Pitt dejó la daga sobre la mesa y fue a situarse delante mismo de Specter, que continuaba sentado tan tranquilo. Como siempre, vestía un traje blanco y llevaba gafas oscuras y un pañuelo que le tapaba la boca y la barbilla, además del sombrero que le ocultaba los cabellos.
– ¿Querría tener la bondad de ponerse de pie, señor Specter?
Uno de los abogados de Specter se inclinó para hablar por uno de los micrófonos que había sobre la mesa.
– Debo protestar muy enérgicamente, congresista Dunn. Este hombre no tiene nada que hacer en esta sala. El señor Specter no tiene ninguna obligación legal de responderle.
– ¿Es que Specter tiene miedo? -manifestó Pitt-. ¿Es un cobarde? -Pitt hizo una pausa y miró a Specter con una mirada retadora.
Specter mordió el anzuelo. Era demasiado arrogante para pasar por alto los insultos de Pitt. Apoyó una mano sobre el brazo de su abogado para contenerlo y lentamente levantó su corpachón de la silla, hasta ponerse de pie, con el rostro oculto, el consumado acertijo de un enigma.
Pitt sonrió al tiempo que se inclinaba un poco como si agradeciera que Specter se hubiera levantado.
Luego, en un movimiento súbito que pilló a todos por sorpresa, empuñó la daga y la hundió hasta la empuñadura en el vientre de Specter para después cortarle el traje en diagonal.
Los gritos de los hombres y los chillidos de las mujeres resonaron en la sala. El guardia se lanzó sobre Pitt, que se esperaba el ataque. Dio un paso a un costado al tiempo que le hacía una zancadilla que lo hizo rodar por el suelo.
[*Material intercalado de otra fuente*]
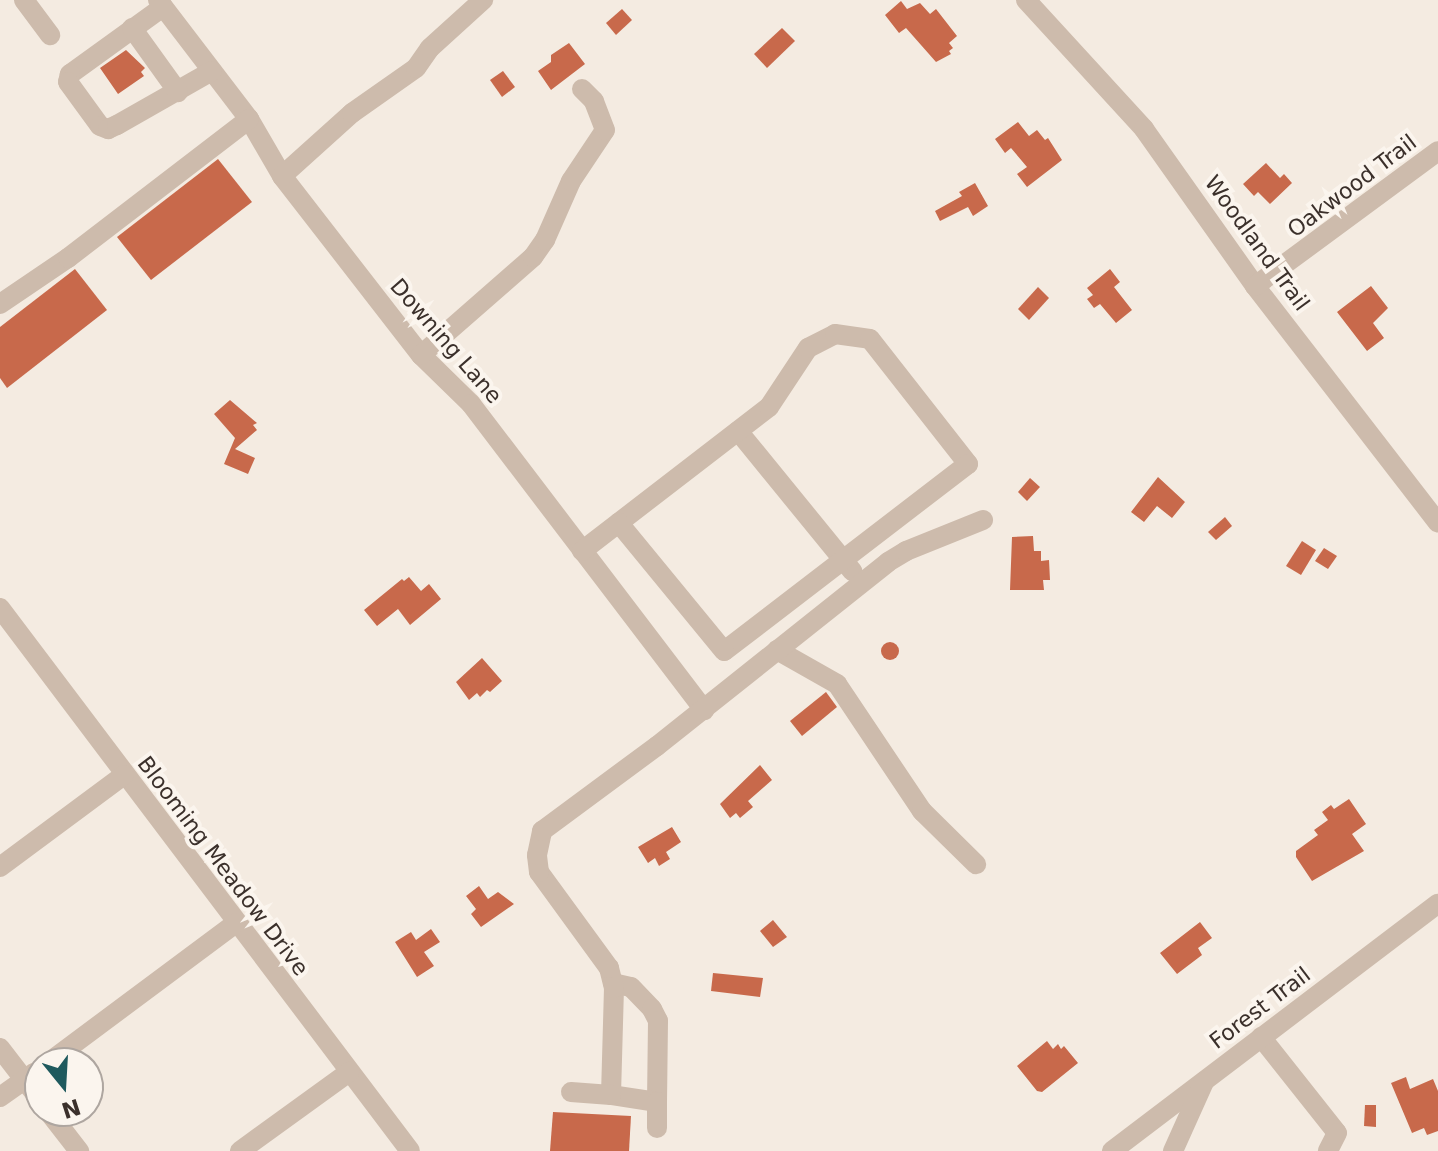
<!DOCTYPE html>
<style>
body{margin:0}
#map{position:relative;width:1438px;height:1151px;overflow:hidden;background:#f4ebe1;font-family:"DejaVu Sans",sans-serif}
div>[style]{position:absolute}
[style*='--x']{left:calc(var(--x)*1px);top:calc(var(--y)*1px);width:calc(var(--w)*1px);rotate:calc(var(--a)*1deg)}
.building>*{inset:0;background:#c8694b}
.round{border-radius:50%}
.minor>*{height:20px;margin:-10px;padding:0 10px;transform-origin:10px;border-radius:10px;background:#cdbbac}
span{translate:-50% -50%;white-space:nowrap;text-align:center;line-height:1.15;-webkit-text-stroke:8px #fbf5ee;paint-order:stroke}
.street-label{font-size:22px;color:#3b302b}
.north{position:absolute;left:24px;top:1047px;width:80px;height:80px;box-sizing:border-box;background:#fbf5ee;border:2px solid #aea6a0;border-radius:50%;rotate:162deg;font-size:22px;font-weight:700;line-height:32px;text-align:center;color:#3b302b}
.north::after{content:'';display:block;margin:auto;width:28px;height:36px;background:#1f5a5e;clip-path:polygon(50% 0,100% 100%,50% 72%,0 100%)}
</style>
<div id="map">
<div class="building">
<i style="clip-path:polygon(901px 1px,907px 9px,920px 3px,930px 14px,936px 9px,957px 36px,949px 43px,953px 48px,949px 51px,951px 54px,936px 62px,906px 28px,899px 33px,885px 15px)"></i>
<i style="clip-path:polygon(622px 9px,632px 20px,616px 35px,606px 23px)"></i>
<i style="clip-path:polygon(782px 28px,795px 41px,767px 68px,754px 54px)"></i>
<i style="clip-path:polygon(569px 43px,585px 64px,551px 90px,538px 71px,551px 62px,551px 55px)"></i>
<i style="clip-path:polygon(126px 50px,145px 68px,141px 72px,144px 76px,118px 94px,100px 68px)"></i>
<i style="clip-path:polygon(503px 71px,515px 87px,502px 97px,490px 80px)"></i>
<i style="clip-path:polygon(1018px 122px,1029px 136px,1037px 130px,1045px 140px,1048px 138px,1062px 160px,1027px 187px,1017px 174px,1027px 167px,1011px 148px,1005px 153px,995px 139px)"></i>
<i style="clip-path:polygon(218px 159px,252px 202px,151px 280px,117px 237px)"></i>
<i style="clip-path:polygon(1266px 163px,1280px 178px,1284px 174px,1292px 183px,1270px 204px,1258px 192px,1254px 196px,1243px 184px)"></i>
<i style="clip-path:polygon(975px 183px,988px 206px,973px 216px,968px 207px,940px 221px,935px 211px,962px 196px,959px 192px)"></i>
<i style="clip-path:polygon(75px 269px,107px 310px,7px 388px,0 378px,0 327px)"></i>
<i style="clip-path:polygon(1110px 269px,1120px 282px,1114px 287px,1132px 310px,1116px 323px,1100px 304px,1094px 308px,1087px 299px,1093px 295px,1087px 288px)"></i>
<i style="clip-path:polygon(1371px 286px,1388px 308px,1373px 323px,1384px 338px,1367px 351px,1337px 312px)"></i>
<i style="clip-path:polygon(1038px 287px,1049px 298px,1029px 320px,1018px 309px)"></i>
<i style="clip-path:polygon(230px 400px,257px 423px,253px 425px,257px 430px,235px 449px,255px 458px,248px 474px,224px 464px,235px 438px,214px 414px)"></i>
<i style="clip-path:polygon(1158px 477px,1185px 502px,1172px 518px,1157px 506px,1144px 522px,1131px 512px)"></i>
<i style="clip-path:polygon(1030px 478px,1040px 487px,1027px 501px,1018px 492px)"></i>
<i style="clip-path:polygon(1225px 517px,1232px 526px,1216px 540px,1208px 532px)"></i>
<i style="clip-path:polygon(1033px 536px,1034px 551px,1041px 551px,1041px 561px,1049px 560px,1050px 580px,1043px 580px,1044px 590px,1010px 590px,1012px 537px)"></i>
<i style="clip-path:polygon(1302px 541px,1316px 550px,1301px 575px,1286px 566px)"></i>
<i style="clip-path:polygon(1324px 548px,1337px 556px,1328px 569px,1315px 561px)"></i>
<i style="clip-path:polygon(409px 577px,421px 591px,429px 584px,441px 599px,410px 625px,398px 609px,377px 626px,364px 610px,402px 579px,404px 581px)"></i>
<i class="round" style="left:881px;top:642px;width:18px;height:18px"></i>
<i style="clip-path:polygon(482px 658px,502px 681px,490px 692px,487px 690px,480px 697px,477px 693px,469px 700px,456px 682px)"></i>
<i style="clip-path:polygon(826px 692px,837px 707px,802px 736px,790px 721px)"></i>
<i style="clip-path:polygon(760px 765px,772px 780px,748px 801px,753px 807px,740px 818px,736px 813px,730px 818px,720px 804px)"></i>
<i style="clip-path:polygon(1349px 799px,1366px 824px,1352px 834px,1364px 851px,1312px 881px,1296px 857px,1296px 851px,1318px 835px,1314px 830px,1328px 820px,1322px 812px,1331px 805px,1334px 809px)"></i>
<i style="clip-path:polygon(672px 827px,681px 842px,666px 852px,670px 859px,659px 866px,655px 858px,648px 863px,638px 847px)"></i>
<i style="clip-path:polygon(479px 886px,488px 899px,498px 892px,514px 904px,481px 927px,471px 914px,476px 909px,466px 896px)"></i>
<i style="clip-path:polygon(773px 920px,787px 937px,773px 947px,760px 931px)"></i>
<i style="clip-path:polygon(1200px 922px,1212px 938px,1198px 948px,1202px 955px,1177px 974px,1160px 953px)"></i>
<i style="clip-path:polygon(431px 929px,440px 942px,424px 952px,434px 966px,417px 977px,395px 942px,411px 932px,416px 940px)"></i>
<i style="clip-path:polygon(713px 973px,763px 978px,760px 997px,711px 991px)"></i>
<i style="clip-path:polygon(1047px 1041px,1053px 1049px,1058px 1044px,1061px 1049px,1064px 1046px,1078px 1063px,1042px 1092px,1037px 1091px,1017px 1066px)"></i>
<i style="clip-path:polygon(1406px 1077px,1410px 1089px,1433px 1079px,1438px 1091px,1438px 1131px,1427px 1135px,1424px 1128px,1412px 1133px,1391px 1083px)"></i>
<i style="clip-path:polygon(1365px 1105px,1376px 1105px,1376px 1127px,1364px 1126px)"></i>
<i style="clip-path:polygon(553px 1112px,631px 1116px,629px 1151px,550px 1151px)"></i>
</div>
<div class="minor">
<i style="--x:24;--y:0;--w:44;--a:53.4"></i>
<i style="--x:158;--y:0;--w:150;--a:52.6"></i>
<i style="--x:249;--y:119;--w:66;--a:59.9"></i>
<i style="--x:282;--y:176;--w:227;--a:52.2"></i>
<i style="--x:421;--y:355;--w:70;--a:44.4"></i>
<i style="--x:471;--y:404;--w:385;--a:52.7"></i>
<i style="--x:1026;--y:0;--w:175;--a:47.5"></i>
<i style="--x:1144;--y:129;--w:192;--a:54.7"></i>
<i style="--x:1255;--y:286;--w:299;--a:52.3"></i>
<i style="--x:163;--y:7;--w:115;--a:144.2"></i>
<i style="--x:70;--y:74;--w:8;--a:104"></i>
<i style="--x:68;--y:82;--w:54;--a:54"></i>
<i style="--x:100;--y:126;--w:9;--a:21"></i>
<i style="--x:108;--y:129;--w:10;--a:-24"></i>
<i style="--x:117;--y:125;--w:109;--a:-29.6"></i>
<i style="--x:132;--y:28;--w:79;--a:54.3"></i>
<i style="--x:282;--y:176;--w:94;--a:-42"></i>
<i style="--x:352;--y:113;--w:78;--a:-35.1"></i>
<i style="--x:416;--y:68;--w:24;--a:-55"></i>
<i style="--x:430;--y:48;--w:72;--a:-42.2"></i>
<i style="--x:1255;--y:286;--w:227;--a:-36.4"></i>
<i style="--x:0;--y:304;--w:82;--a:-34.1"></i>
<i style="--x:68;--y:258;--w:228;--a:-37.5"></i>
<i style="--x:421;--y:355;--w:149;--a:-41.2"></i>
<i style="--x:533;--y:257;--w:21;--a:-55"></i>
<i style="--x:545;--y:240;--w:64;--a:-66.2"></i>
<i style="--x:571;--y:181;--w:61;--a:-56.3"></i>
<i style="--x:605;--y:130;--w:31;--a:-111"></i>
<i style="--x:594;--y:101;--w:17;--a:-135"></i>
<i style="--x:738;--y:431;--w:181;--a:50.8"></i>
<i style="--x:582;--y:551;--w:236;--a:-37.6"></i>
<i style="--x:769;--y:407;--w:71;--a:-56.5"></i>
<i style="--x:808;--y:348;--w:30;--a:-27"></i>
<i style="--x:835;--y:334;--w:35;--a:8"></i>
<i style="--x:870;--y:339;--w:159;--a:51.9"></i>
<i style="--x:968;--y:464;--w:307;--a:142.5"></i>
<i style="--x:724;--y:651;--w:166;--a:-129.4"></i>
<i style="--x:0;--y:608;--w:680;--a:52.94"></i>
<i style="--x:777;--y:650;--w:69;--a:29.5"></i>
<i style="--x:837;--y:684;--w:153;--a:56.2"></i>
<i style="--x:922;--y:811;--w:76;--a:44.5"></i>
<i style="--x:0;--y:867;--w:154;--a:-36.6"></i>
<i style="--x:613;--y:983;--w:18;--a:13"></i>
<i style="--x:631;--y:987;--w:30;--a:46"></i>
<i style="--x:652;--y:1009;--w:13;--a:63"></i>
<i style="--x:658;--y:1021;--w:81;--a:90.7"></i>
<i style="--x:657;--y:1102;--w:47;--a:-171.3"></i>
<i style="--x:611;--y:1095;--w:107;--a:-88.4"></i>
<i style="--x:614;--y:988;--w:21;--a:-104"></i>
<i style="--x:609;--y:968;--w:119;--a:-126.1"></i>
<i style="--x:539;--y:872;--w:17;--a:-97"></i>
<i style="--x:537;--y:855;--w:25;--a:-78"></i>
<i style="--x:542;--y:831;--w:143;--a:-36.5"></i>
<i style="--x:657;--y:746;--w:295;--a:-38.5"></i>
<i style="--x:888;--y:562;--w:21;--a:-31"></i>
<i style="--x:906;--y:551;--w:83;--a:-21.9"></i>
<i style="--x:1261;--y:1037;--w:122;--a:51.6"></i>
<i style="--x:1337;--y:1133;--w:20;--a:117"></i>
<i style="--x:0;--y:1048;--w:66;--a:52.4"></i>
<i style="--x:48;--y:1063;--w:234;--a:-36.7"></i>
<i style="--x:571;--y:1092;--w:40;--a:4.3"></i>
<i style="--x:0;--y:1097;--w:42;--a:-35.2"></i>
<i style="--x:48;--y:1111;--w:51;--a:52.2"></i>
<i style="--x:657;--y:1128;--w:26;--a:-90"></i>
<i style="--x:240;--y:1151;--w:135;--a:-35.9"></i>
<i style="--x:1112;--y:1151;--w:409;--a:-37.2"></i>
<i style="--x:1173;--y:1151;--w:76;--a:-65.8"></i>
</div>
<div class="street-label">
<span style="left:1352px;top:186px;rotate:-37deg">Oakwood Trail</span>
<span style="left:1257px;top:243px;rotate:54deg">Woodland Trail</span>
<span style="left:446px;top:341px;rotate:49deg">Downing Lane</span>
<span style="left:223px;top:866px;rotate:53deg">Blooming Meadow Drive</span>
<span style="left:1260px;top:1008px;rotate:-37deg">Forest Trail</span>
</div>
<div class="north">N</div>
</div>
Después clavó la daga en la mesa delante de Specter y se apartó, visiblemente complacido consigo mismo.
Loren, que se había levantado de un salto para gritarle a Pitt, enmudeció de pronto. Fue una de las primeras en ver que Specter no sangraba.
La sangre y los intestinos tendrían que haberse volcado sobre la mesa, pero en el traje blanco no se veía ninguna mancha. Muy pronto el centenar de personas que se habían puesto de pie horrorizadas comenzaron a advertir el mismo fenómeno.
Con el rostro pálido, el presidente del comité miraba a Specter mientras golpeaba con el mazo en un intento por restablecer el orden.
– ¿Qué está pasando aquí? -gritó.
Nadie se interpuso cuando Pitt rodeó la mesa, le quitó las gafas de sol a Specter y las arrojó al suelo. Luego le quitó el sombrero y el pañuelo y los dejó sobre la mesa.
Todos los presentes se quedaron boquiabiertos al ver la larga cabellera roja que caía sobre los hombros de Specter.
Pitt se acercó al congresista Dunn.
– Señor, permítame que le presente a Epona Eliades, también conocida como Specter, la fundadora del imperio Odyssey.
– ¿Es verdad? -preguntó Dunn, absolutamente desconcertado mientras se ponía de pie-. ¿Esta mujer es Specter y no un doble disfrazado?
– Es el producto original -le confirmó Pitt. Se volvió hacia Epona-. Por extraño que parezca, la eché de menos -dijo, con una voz que rezumaba sarcasmo.
Epona tendría que haber temblado como un ratón aterrorizado por la visión de una serpiente. En cambio, permaneció muy erguida y no respondió. No necesitaba hacerlo. Sus ojos centelleaban y apretaba los labios, mientras su rostro reflejaba un odio y un desprecio más que suficientes para provocar una revolución. Entonces, algo del todo inconcebible ocurrió en el siguiente momento macabro. La cólera se esfumó de los ojos y los labios apretados con la misma brusquedad con que había aparecido. Lenta, muy lentamente, Epona comenzó a quitarse el traje rasgado hasta que se quedó increíblemente serena y hermosa, con un ajustado vestido de seda blanco que dejaba descubiertos los hombros y le llegaba hasta justo por debajo de las nalgas, con la cabellera roja suelta más abajo de los hombros desnudos.